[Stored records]
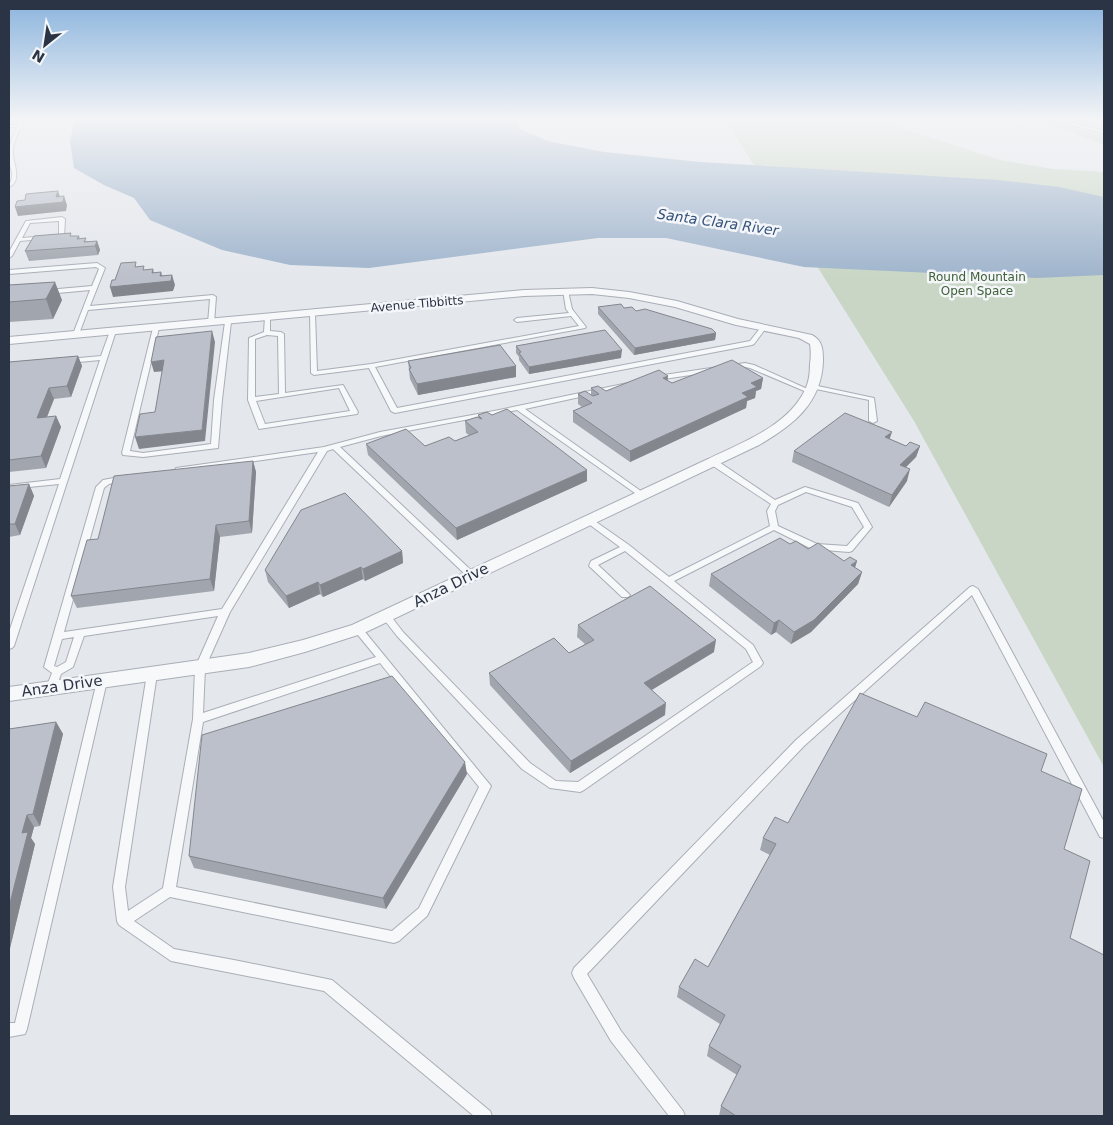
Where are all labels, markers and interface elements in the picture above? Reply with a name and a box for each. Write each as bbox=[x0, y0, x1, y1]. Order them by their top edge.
north arrow bbox=[20, 20, 70, 70]
text: N bbox=[29, 46, 48, 66]
water label: Santa Clara River bbox=[656, 206, 781, 239]
park label: Round Mountain Open Space bbox=[928, 270, 1026, 298]
street label: Avenue Tibbitts bbox=[370, 293, 464, 315]
street label: Anza Drive bbox=[410, 559, 492, 611]
street label: Anza Drive bbox=[20, 671, 104, 701]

» **TASK DETAILS**
The records above need to be copied exactly, though not their pictures.

» **SOLUTION TO THE PROBLEM**
Where are all labels, markers and interface elements in the picture above? Reply with a name and a box for each. Write each as bbox=[x0, y0, x1, y1]. Order them by their top edge.
north arrow bbox=[20, 20, 70, 70]
text: N bbox=[29, 46, 48, 66]
water label: Santa Clara River bbox=[656, 206, 781, 239]
park label: Round Mountain Open Space bbox=[928, 270, 1026, 298]
street label: Avenue Tibbitts bbox=[370, 293, 464, 315]
street label: Anza Drive bbox=[410, 559, 492, 611]
street label: Anza Drive bbox=[20, 671, 104, 701]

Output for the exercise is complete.